Une, dix, cent, mille villes flottantes !

Je n’ai pas visité le musée ni les lieux du débarquement en Normandie du 6 juin 1944. Je le ferai sans doute si j’aurai la chance de me rendre encore en cette extraordinaire région, qui cache ou révèle ses trésors au fur et à mesure que l’intérêt à les découvrir se révèle faible ou, au contraire, monte de façon tumultueuse. Pourtant j’avoue en avance mon indomptable tristesse devant le nombre de morts que la Libération de l’Europe a exigé et, en général, une certaine méfiance face à la nostalgie de tout ce qui existait « avant ».
Je suis consterné, comme tout le monde, quand je tombe sur des villes qui avaient été complètement détruites par les bombes — comme Le Havre et Saint-Malo par exemple —, mais j’accepte sans sourciller, en chacun des cas, les différents critères qui en ont guidé la reconstruction. Je ne m’adonne pas très facilement aux courants du regret, car si j’aime évidemment les architectures des villes que je découvre épargnées par les destructions opérées par la Nature ou les hommes — il suffit de penser à Venise ou à Florence pour comprendre la fragilité de tout miracle de beauté —, j’accepte aussi les reconstructions nécessaires.
Devant tous les changements traumatiques dont je prends connaissance la chose plus importante, pour moi, c’est le respecte des morts. Si une église s’écroule en province de Macerata ou de Perugia, je me demande d’abord si quelqu’un est mort sous les débris. Pour les œuvres qui témoignent notre civilisation, il faut bien sûr bosser pour qu’elles survivent nous aidant à espérer en des paysages durables, à croire à des mondes qui résistent à l’effacement et qu’on puisse espérer de transmettre d’une génération à l’autre. Mais il ne faut pas se faire avoir par une espèce de paralysie ! La vie continue et les hommes honnêtes et civilisés, tout en gardant la mémoire de ce qui va se perdre, peuvent bien se charger de quelques transformations indispensables.

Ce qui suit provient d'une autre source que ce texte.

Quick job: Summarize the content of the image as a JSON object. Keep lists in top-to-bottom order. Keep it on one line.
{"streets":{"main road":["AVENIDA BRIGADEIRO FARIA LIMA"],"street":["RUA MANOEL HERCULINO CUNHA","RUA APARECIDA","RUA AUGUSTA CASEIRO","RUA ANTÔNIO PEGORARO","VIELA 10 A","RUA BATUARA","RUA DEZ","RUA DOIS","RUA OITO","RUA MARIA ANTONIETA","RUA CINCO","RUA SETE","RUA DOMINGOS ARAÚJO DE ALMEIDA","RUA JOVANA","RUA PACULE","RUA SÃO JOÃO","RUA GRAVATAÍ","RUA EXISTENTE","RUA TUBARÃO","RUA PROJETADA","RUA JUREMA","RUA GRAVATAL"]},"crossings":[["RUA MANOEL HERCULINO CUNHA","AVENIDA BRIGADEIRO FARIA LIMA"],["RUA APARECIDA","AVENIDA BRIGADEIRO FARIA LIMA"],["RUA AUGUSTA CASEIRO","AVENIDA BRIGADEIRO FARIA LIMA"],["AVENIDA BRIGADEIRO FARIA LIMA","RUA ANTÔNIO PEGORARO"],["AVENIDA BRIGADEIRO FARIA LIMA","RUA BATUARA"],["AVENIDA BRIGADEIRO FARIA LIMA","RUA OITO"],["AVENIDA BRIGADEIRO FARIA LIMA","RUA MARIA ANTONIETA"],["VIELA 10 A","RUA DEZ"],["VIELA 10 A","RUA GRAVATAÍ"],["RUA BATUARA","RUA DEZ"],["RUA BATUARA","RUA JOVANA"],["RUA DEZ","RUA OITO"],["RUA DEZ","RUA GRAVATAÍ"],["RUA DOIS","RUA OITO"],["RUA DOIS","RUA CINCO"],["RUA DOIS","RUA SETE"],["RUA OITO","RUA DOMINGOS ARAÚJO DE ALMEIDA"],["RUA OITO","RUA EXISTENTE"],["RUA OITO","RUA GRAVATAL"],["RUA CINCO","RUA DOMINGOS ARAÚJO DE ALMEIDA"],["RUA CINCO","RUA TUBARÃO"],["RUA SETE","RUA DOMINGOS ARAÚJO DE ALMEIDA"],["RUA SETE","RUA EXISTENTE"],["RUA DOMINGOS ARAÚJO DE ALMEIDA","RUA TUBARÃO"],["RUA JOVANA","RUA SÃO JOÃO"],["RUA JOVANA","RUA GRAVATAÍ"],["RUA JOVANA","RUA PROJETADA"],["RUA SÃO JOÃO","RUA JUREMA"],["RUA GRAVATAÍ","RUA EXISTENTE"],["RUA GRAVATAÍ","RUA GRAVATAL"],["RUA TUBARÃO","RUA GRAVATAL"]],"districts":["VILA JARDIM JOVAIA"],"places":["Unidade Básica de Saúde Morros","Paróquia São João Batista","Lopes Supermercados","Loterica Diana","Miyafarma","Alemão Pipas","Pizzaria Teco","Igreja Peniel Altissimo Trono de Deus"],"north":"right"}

Jusqu’ici, à ce que j’avançais dans les précédentes étapes de cette escapade, j’ai ajouté quelques considérations concernant strictement le paysage terrestre, les villes et les campagnes rencontrées pendant ce tour en Normandie qui va maintenant se conclure. Je n’avais pas osé m’aventurer au large de la Manche ni physiquement ni à la poursuite de ma fantaisie effrénée. J’avais, il est vrai, fait le tour des bassins formant le port d’Honfleur avec une joyeuse barque touristique prénommée Calypso. Cependant, je n’en avais pas parlé… tellement avait-elle été modeste cette expérience.

Par contre, le port du Havre existe bien au-delà des sorties régulières des pêcheurs professionnels : il ne cesse pas d’exercer son rôle primordial dans le complexe système des échanges, surtout de marchandises, entre les continents.
On a déjà parlé de la presque disparition des transatlantiques, remplacés à présent en petite mesure par les bateaux qui partent en croisière. Dans la vie à bord des uns et des autres demeure encore une certaine atmosphère d’évasion et de jeu, mais évidemment tout un monde d’inventions spectaculaires s’est désormais volatilisé…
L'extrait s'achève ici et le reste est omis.